(SOURCE DATA):
»»

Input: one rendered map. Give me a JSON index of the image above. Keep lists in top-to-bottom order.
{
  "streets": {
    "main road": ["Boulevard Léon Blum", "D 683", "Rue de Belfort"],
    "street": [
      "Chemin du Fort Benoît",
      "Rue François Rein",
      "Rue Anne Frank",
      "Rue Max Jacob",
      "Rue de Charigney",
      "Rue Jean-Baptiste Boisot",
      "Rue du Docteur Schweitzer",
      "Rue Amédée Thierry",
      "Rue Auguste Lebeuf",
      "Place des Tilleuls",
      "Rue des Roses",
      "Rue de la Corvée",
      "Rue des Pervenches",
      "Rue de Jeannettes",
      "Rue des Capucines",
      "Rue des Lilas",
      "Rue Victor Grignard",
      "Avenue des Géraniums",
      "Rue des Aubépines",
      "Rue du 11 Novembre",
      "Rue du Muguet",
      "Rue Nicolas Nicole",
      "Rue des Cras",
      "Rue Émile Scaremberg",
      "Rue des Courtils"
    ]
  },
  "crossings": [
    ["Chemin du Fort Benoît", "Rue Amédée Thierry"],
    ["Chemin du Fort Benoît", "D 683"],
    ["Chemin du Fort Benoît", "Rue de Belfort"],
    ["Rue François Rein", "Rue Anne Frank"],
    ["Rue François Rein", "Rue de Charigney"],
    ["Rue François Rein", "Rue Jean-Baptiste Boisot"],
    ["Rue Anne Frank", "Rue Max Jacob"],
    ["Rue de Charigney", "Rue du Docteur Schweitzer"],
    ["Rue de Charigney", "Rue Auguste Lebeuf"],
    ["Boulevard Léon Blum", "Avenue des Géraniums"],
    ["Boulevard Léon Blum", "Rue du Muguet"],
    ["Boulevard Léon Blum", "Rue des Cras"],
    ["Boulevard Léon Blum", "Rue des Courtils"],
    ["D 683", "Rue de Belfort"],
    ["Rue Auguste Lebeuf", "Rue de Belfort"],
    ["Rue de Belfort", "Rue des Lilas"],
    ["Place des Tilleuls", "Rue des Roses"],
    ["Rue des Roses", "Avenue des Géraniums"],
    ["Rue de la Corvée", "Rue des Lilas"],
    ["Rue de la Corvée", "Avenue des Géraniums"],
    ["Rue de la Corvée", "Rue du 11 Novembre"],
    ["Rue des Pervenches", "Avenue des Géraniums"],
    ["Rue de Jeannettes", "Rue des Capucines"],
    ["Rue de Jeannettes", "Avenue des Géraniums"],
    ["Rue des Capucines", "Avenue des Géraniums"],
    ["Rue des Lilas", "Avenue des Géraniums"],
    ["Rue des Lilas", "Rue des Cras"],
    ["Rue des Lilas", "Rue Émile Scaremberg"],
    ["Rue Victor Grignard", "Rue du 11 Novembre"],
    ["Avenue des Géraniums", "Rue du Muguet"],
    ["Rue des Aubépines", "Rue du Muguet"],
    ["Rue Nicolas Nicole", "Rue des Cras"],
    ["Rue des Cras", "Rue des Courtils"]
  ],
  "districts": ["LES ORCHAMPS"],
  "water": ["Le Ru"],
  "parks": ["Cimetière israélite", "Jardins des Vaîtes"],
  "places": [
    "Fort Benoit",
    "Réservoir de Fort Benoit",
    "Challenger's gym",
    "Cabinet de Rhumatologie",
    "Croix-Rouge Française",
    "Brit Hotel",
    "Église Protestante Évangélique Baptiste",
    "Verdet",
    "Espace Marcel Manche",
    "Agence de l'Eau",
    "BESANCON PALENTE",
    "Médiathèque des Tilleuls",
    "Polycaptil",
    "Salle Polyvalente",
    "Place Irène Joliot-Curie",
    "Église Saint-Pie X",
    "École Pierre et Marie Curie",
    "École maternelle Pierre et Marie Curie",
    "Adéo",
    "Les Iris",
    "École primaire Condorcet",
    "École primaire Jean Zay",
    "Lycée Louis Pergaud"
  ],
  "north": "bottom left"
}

««

(WHAT THIS TASK INVOLVES):
Going through the records above, count the lines that include the word "École". Give the number alone.

(EXERCISE OUTPUT):
4